La guerra fu profondamente impopolare sia tra le truppe – per lo più contadini coscritti che erano denutriti e combattevano per una causa che pochi potevano capire – sia tra la popolazione civile a casa, che includeva quasi un milione di lavoratori nelle fabbriche di armi che erano anche soggetti alla disciplina militare. Molti si ribellarono all’interno dell’esercito. (È stato stimato che circa 470.000 coscritti resistettero alla chiamata, 310.000 commisero atti di indisciplina sotto le armi, e 300.000 disertarono). Più di 1.000.000 di soldati finirono davanti ai tribunali militari prima che fosse concessa un’amnistia postbellica. Molti ancora una volta vedevano lo stato italiano solo come un’istituzione repressiva.

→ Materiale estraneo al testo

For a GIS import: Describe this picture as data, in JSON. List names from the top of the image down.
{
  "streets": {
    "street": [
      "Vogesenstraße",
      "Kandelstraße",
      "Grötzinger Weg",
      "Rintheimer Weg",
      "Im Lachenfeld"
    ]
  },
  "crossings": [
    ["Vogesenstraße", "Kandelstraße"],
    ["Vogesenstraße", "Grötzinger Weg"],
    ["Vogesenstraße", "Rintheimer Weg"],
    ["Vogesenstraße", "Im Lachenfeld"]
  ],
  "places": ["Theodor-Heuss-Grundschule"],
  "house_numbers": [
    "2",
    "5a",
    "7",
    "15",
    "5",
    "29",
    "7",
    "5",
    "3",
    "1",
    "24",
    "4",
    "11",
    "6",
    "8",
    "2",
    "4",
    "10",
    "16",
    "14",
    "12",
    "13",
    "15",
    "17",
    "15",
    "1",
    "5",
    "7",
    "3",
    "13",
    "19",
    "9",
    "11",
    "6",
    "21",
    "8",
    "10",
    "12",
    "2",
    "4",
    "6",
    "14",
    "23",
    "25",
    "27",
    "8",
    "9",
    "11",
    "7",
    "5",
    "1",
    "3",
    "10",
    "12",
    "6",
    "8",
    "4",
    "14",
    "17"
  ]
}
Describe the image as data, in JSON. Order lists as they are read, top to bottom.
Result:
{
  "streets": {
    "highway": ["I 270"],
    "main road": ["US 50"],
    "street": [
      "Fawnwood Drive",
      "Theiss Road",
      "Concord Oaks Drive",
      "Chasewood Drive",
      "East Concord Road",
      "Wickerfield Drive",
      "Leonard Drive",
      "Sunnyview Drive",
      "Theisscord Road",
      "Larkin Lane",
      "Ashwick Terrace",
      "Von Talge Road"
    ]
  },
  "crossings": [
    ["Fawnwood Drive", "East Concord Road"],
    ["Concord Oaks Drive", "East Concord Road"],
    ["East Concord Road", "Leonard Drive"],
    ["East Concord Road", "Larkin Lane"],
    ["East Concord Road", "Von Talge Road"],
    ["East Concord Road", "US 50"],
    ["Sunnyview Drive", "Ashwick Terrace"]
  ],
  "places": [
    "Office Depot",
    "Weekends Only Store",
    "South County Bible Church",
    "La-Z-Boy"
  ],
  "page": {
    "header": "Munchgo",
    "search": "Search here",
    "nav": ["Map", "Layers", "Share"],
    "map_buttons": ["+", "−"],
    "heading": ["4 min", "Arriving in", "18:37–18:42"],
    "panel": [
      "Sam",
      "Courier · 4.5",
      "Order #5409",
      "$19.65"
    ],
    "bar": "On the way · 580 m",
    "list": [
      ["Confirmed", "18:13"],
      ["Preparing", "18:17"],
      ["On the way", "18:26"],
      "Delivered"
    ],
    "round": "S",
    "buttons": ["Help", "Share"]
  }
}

Disordini contro la guerra colpirono Milano nel maggio 1917, e gravi rivolte per il pane ebbero luogo tra i lavoratori industriali di Torino nell’agosto 1917. Le truppe occuparono Torino e impiegarono quattro giorni per ristabilire l’ordine; circa 50 dimostranti e 10 soldati furono uccisi negli scontri.

Dopo il novembre 1917 un governo più liberale sotto Vittorio Emanuele Orlando radunò il paese per difendere le sue frontiere. Diaz fece concessioni assistenziali alle truppe e combatté una campagna molto più difensiva fino all’ottobre 1918, quando, nelle fasi finali della guerra, gli italiani ottennero una vittoria finale e decisiva nella battaglia di Vittorio Veneto. In realtà, la vittoria dell’Italia fu tanto il risultato del collasso interno dell’Impero austro-ungarico e della Germania quanto di qualsiasi trasformazione radicale nelle capacità e nelle motivazioni dell’esercito italiano.